Comienza por revisar el registro. Ahí surge una coincidencia: el francés, al igual que pasó con la rusa, se fue por la madrugada sin dejar rastros. M llama al chico de la noche y le pregunta si notó algo fuera de lo común en relación a los tres extraños. El joven le explica con voz cansada que no percibió nada alarmante en su comportamiento. Son muy graciosos, dice, todo el mundo en la hostería parece divertirse con sus cuentos. A lo mejor un poco extravagantes, usted sabe cómo es la gente que trabaja en el ámbito artístico, agrega. ¿Sabe a qué se dedican?, pregunta M, casi indignado. El empleado afirma que no lo escuchó directamente de ellos, pero que otro huésped con el que había estado conversando le comentó que trabajaban para la televisión. M cambia de tema y le pregunta sobre la joven rusa: el empleado no se acuerda de haberla despachado; tampoco se acuerda de ningún francés. Eso es raro, opina el joven, pero si estaba en los registros debía de ser así. No sería la primera vez que ocurre un olvido de ese tipo con tanta gente hospedada. M le agradece y le anuncia que no tiene que venir a trabajar esa noche. 

El resto de la tarde, M se cuida de no alojar a nadie en la habitación de los tres hombres y espera su momento. Cerca de las nueve de la noche, finalmente, se acercan al mostrador y le piden que les recomiende un buen restaurante típico: quieren comer tamales y empanadas. Parecen relajados y contentos, como cualquier otro turista de vacaciones. M les indica, señalando en el mapa de la ciudad, el más alejado posible. Necesita tiempo. Cuando parten, M entra en la habitación. Revisa las sábanas y los modulares. Entra al baño y mira en la bañera. Examina con paciencia el piso entero. Debajo de las cuchetas están las valijas aseguradas con candados.

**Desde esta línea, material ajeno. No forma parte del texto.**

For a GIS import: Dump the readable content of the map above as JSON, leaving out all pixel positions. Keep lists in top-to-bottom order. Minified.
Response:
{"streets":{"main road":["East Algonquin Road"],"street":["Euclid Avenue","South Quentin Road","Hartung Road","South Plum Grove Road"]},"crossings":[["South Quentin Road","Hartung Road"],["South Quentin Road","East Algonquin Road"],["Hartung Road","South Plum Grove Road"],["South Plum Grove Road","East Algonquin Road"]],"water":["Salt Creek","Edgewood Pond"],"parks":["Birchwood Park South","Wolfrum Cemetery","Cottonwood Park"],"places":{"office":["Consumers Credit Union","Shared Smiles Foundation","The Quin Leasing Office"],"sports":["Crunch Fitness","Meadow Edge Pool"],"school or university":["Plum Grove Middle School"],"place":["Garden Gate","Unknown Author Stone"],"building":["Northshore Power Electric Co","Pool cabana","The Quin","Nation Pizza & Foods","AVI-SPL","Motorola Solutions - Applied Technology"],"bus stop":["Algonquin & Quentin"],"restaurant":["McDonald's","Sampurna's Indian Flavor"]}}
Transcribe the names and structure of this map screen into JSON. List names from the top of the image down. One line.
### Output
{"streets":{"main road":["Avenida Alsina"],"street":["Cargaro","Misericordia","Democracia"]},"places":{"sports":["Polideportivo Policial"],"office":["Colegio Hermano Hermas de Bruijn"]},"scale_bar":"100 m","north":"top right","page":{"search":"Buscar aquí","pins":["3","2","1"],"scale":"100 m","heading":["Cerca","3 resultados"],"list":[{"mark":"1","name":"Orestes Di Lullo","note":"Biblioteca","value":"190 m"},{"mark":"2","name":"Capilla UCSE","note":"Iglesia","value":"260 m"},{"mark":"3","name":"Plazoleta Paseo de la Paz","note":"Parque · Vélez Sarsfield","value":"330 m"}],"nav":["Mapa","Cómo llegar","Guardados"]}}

No hay sangre ni otro tipo de indicios criminales. M, de todos modos, tiene que sacarse la duda. Busca en el depósito un martillo y un punzón de albañilería. Regresa a la habitación, saca las valijas y las abre. En ellas hay ropa, zapatos, una caja con alfajores, paquetes de yerba, una bolsa con pastillas para el hígado, una revista de crítica de cine, un álbum de fotos en blanco y negro donde los tres hombres posan en distintos juegos mecánicos de algún parque de diversiones antiguo. 

M regresa a la recepción y se acuesta en un sillón. Una y otra vez viene a la mente de M la imagen de los tres hombres con sus sonrisas de dientes desconfiados. Tiene este sueño: los tres hombres poseen la piel verdosa y sentados en una mesa cubierta de sangre, destrozan con sus uñas largas y mal cortadas a la joven rusa y se la devoran a grandes bocados. Cuando terminan se visten con la piel sobrante de la víctima y se dirigen hacia el exterior: una gigantesca estructura de metal cubre el cielo. Los tres sujetos elevan sus manos como en una plegaria. Se arrodillan y se ponen a cantar en un lenguaje desconocido, hecho de chillidos y erupciones consonánticas. 

Algo está detrás, algo todavía no ha decidido mostrar su cara 

H, el hombre del clima, vive en el último piso del edificio más alto de Ciudad X. Es un hombre coqueto, de más de cuarenta, con la piel tostada aún en pleno invierno y que viste, desde primera hora, trajes elegantes y caros. 

Son cerca de las siete de la tarde. Desde la ventana de vidrio fijo, cigarrillo en mano, H observa el paisaje de la ciudad y sus límites. Observa la blancuzca claridad por encima de las montañas y el enrojecido borde de un pico. Mira, también, algunas de las nubes que comienzan a tomar de a poco la forma de su angustia. 

Por sobre estas imágenes que observa, superpone otras que imagina. El viento levantándose, objetos, papeles y bolsas bailando en círculos, alarmas de autos aullando desperdigadas, árboles que se sacuden y el crepitar de sus ramas confundiéndose con cristales que se quiebran.

En unos minutos, H tendrá que dar una noticia difícil para Ciudad X. 

Soltero empedernido, gran bebedor y conversador, H tiene una presencia hipnótica, frente y fuera de cámara; sus formas amaneradas y su humor, cargado de un leve racismo y adornado por un cinismo de clase alta, lo suelen convertir en el alma de las reuniones sociales más destacadas de la ciudad. Es, paradójicamente, pero sin contradicciones, el conductor más apreciado de los televidentes según las encuestas y mediciones más confiables de los últimos años. Hoy, sin embargo, cuando H se pare frente a las cámaras, ni sus humoradas ni su refinado encanto serán suficientes. H lo sabe de sobra. 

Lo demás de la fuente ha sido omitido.